Your task is to transcribe the entries below exactly, from their first line down to the line containing "display:grid; place-items:center; width:70px;", and to stop there.

[Entries taken from a collection]

++++++

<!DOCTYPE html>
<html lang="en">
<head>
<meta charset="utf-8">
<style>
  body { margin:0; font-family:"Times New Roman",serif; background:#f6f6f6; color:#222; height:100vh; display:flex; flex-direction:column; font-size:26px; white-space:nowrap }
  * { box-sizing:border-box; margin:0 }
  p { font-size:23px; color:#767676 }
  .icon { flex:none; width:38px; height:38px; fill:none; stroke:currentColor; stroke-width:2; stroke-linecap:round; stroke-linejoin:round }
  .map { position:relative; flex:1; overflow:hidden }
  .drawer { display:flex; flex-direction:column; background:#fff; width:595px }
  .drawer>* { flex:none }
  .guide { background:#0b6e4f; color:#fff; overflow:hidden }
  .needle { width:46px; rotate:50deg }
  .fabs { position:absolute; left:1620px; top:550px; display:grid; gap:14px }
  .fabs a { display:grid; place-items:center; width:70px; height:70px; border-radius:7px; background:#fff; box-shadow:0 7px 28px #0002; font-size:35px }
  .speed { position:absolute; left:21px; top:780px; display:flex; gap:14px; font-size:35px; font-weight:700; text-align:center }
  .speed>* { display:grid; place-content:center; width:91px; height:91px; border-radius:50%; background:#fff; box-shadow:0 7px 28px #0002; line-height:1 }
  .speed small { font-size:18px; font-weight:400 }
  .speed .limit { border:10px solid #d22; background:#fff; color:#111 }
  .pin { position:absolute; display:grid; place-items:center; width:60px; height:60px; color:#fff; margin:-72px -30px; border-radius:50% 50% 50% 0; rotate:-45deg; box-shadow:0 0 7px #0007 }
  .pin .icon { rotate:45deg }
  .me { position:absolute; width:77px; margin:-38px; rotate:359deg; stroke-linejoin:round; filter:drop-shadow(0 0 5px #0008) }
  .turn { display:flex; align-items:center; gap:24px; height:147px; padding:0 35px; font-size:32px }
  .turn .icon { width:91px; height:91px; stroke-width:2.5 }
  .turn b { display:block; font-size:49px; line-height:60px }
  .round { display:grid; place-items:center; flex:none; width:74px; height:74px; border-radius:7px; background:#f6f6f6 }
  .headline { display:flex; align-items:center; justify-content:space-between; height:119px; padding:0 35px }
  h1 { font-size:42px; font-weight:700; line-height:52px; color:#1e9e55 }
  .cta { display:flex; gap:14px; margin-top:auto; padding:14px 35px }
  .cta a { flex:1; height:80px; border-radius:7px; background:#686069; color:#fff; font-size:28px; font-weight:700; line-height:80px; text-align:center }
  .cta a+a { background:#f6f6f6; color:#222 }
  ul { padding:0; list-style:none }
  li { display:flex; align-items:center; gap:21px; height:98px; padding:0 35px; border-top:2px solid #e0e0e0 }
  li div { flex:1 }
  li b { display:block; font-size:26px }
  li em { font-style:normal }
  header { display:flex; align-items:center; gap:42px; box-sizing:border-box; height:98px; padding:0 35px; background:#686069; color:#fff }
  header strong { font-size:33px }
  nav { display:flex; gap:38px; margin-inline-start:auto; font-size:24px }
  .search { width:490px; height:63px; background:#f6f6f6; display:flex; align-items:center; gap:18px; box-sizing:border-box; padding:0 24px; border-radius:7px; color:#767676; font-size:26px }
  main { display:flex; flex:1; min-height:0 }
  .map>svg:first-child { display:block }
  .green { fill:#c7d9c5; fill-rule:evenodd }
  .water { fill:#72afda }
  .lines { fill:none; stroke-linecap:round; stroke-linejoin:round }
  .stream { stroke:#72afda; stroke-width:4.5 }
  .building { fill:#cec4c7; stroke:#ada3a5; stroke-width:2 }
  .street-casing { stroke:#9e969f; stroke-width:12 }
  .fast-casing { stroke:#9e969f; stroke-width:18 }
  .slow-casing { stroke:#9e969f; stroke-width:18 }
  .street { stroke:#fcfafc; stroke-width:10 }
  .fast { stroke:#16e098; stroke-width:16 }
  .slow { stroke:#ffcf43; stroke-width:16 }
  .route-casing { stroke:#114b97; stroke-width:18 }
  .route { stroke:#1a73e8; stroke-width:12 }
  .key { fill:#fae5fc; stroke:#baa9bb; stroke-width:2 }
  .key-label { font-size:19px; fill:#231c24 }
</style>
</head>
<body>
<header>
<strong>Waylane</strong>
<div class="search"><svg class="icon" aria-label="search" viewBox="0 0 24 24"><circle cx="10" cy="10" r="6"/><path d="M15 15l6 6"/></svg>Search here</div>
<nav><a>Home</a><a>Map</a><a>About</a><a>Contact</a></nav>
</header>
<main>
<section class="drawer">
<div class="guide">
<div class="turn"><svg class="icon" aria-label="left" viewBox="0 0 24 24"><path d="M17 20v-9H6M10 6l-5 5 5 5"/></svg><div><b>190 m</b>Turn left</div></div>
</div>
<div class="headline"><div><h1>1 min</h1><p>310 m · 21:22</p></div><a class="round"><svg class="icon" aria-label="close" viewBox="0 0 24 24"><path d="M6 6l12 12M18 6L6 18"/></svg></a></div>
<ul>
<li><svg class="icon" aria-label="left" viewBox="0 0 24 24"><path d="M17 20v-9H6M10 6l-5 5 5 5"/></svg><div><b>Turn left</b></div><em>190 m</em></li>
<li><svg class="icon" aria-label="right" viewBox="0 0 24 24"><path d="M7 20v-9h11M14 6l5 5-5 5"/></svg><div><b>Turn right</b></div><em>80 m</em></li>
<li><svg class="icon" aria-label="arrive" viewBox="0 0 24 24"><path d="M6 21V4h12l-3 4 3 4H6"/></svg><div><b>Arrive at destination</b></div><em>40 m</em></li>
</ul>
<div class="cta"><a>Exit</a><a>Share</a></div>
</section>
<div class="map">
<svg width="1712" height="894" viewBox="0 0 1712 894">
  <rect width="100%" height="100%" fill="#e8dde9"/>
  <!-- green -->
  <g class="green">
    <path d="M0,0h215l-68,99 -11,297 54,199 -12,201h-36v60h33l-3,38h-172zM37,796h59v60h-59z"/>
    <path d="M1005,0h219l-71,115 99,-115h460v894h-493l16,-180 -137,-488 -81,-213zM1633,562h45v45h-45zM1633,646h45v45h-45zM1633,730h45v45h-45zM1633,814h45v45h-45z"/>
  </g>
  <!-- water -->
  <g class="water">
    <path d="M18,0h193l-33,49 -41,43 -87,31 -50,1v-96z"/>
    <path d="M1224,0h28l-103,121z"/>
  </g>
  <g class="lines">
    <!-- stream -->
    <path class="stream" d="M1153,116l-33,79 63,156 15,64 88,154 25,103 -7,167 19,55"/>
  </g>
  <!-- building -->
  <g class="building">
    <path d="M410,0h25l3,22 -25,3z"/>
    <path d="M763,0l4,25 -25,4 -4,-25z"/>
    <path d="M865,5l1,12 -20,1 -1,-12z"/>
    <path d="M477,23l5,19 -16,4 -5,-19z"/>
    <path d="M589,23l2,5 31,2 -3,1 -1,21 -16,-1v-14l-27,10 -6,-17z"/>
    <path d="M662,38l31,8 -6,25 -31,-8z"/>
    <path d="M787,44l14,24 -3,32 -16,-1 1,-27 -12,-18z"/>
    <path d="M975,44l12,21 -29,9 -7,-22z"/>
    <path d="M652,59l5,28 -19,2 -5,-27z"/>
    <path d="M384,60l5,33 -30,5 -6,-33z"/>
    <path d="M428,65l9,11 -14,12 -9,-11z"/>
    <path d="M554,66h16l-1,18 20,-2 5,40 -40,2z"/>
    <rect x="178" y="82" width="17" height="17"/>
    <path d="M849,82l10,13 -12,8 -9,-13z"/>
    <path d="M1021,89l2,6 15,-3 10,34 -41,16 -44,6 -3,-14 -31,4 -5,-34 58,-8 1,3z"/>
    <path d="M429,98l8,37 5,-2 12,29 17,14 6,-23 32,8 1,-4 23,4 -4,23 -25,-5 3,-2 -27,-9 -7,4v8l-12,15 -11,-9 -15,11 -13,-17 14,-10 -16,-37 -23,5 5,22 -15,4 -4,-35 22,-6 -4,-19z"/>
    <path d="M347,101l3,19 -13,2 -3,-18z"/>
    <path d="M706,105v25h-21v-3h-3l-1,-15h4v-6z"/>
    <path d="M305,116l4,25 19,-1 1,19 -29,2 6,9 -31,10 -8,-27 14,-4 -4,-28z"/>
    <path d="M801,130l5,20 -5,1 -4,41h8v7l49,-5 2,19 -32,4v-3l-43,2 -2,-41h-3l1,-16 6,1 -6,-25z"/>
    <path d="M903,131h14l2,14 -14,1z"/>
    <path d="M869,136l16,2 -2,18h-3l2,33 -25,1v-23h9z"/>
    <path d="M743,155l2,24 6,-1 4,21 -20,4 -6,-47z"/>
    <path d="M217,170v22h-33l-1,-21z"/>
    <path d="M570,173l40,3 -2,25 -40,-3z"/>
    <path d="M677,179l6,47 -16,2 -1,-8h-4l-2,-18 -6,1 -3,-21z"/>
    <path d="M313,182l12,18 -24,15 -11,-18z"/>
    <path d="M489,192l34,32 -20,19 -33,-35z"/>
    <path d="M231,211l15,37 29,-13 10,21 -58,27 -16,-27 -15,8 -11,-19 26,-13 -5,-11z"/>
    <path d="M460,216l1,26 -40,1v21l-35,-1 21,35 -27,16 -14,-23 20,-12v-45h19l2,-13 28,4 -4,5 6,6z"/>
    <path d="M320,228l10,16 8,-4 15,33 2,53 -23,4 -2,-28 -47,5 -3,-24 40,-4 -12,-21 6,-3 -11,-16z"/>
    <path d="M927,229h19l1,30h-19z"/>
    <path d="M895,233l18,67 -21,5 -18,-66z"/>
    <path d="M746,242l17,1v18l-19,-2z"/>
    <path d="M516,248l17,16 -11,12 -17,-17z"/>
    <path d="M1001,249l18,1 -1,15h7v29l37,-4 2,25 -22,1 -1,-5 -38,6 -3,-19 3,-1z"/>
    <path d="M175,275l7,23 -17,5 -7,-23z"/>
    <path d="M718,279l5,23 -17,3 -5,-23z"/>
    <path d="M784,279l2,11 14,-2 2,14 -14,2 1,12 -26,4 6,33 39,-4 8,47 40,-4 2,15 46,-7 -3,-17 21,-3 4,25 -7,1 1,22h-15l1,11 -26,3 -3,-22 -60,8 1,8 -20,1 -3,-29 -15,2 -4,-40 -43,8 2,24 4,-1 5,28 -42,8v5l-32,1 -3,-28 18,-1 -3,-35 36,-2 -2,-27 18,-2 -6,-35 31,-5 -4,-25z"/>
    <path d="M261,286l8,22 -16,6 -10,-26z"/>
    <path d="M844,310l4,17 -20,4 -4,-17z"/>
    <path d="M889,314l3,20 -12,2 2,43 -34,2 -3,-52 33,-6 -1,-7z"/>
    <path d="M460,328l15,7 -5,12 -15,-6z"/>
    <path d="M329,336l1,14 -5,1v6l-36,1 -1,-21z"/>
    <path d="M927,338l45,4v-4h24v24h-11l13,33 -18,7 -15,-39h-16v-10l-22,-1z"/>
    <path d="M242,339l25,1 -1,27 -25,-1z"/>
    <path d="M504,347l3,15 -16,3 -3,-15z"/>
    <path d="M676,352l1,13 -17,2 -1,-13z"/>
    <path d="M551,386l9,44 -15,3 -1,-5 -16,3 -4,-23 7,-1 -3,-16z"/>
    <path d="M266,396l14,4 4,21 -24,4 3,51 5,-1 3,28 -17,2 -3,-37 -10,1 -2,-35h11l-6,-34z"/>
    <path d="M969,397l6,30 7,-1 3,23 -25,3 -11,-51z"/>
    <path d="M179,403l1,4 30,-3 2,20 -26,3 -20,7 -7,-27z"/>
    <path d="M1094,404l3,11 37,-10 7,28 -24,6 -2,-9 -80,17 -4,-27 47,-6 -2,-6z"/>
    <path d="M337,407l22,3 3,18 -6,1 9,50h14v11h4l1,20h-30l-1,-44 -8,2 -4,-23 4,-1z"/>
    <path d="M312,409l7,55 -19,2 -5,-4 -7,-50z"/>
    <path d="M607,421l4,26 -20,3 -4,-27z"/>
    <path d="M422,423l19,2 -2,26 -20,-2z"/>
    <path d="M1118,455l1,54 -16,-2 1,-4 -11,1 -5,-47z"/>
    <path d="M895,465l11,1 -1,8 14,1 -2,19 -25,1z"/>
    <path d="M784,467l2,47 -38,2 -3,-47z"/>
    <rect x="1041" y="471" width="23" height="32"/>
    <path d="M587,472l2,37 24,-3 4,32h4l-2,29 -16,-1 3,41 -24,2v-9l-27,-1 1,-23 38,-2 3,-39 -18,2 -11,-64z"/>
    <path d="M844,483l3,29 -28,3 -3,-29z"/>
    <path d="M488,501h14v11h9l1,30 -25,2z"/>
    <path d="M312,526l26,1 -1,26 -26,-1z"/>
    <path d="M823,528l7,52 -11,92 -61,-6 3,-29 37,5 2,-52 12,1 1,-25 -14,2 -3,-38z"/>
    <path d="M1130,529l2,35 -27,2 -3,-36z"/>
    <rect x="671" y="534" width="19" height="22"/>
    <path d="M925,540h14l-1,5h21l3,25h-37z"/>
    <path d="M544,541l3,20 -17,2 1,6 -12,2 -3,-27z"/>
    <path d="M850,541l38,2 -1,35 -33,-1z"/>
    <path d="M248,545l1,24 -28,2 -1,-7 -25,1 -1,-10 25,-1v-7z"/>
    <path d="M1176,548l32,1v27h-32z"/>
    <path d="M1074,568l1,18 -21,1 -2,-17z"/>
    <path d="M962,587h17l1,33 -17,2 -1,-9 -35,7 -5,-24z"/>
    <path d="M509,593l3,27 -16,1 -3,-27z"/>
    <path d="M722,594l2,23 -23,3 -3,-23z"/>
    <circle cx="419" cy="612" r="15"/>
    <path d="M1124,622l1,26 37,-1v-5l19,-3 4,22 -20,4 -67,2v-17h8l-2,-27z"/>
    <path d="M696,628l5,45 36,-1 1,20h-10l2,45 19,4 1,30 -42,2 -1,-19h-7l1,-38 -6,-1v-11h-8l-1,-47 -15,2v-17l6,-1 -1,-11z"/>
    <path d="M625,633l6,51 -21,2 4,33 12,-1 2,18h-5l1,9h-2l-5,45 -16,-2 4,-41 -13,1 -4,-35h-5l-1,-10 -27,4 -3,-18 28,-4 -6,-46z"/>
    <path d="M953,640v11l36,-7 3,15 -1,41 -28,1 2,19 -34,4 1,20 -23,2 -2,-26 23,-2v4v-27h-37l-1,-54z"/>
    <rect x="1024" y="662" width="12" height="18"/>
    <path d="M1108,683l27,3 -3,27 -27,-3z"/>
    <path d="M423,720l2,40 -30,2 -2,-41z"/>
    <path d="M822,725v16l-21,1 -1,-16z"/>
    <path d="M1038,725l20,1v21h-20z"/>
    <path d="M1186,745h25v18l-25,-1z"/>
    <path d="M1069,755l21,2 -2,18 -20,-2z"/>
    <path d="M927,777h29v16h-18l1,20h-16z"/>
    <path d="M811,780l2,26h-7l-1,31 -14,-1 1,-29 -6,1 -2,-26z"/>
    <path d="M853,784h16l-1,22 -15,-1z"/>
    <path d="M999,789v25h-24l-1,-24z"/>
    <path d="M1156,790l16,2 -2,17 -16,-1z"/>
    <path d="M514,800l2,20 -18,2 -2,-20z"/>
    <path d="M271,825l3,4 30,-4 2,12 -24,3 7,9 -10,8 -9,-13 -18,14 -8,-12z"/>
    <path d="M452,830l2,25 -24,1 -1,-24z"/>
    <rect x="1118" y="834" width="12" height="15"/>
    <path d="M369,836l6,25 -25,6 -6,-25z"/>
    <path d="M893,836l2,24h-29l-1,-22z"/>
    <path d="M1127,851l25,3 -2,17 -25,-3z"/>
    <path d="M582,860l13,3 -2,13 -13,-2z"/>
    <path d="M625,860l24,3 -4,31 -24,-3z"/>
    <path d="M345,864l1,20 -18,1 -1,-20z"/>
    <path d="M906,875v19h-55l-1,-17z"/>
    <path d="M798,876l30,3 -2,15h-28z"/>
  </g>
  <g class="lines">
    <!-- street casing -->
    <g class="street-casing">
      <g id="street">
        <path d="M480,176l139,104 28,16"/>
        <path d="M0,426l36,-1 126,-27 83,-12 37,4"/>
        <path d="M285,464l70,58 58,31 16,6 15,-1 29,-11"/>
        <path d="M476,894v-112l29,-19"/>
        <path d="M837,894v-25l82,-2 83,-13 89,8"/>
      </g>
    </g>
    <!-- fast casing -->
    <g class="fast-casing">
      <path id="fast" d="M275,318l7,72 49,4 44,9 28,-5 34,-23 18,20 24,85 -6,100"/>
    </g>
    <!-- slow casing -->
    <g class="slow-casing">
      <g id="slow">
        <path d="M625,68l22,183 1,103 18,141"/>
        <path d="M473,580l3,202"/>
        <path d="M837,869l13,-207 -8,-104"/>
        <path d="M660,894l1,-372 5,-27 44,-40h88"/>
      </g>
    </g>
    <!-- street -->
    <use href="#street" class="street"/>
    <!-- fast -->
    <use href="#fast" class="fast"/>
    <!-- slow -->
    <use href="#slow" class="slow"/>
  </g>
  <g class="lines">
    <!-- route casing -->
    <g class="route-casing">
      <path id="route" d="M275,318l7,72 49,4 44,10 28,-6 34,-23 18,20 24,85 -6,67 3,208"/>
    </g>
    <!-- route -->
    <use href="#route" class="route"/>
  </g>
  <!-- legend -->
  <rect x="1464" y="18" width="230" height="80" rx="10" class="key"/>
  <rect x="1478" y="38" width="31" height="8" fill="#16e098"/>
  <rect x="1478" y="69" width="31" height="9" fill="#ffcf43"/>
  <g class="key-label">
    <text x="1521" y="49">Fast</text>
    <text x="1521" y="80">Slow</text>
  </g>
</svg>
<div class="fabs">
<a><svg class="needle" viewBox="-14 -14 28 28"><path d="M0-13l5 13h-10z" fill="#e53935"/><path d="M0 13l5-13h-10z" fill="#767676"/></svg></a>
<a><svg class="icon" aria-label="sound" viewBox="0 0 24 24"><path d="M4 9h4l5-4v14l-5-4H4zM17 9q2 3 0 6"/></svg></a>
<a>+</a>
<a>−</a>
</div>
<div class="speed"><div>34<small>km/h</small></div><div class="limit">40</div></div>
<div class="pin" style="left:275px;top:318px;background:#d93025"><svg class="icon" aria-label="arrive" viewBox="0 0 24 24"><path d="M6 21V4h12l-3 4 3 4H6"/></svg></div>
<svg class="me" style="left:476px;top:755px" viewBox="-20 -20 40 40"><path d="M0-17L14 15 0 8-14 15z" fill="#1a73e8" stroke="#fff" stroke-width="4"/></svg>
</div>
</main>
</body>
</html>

++++++

_YOUR RESPONSE_.
<!DOCTYPE html>
<html lang="en">
<head>
<meta charset="utf-8">
<style>
  body { margin:0; font-family:"Times New Roman",serif; background:#f6f6f6; color:#222; height:100vh; display:flex; flex-direction:column; font-size:26px; white-space:nowrap }
  * { box-sizing:border-box; margin:0 }
  p { font-size:23px; color:#767676 }
  .icon { flex:none; width:38px; height:38px; fill:none; stroke:currentColor; stroke-width:2; stroke-linecap:round; stroke-linejoin:round }
  .map { position:relative; flex:1; overflow:hidden }
  .drawer { display:flex; flex-direction:column; background:#fff; width:595px }
  .drawer>* { flex:none }
  .guide { background:#0b6e4f; color:#fff; overflow:hidden }
  .needle { width:46px; rotate:50deg }
  .fabs { position:absolute; left:1620px; top:550px; display:grid; gap:14px }
  .fabs a { display:grid; place-items:center; width:70px; height:70px; border-radius:7px; background:#fff; box-shadow:0 7px 28px #0002; font-size:35px }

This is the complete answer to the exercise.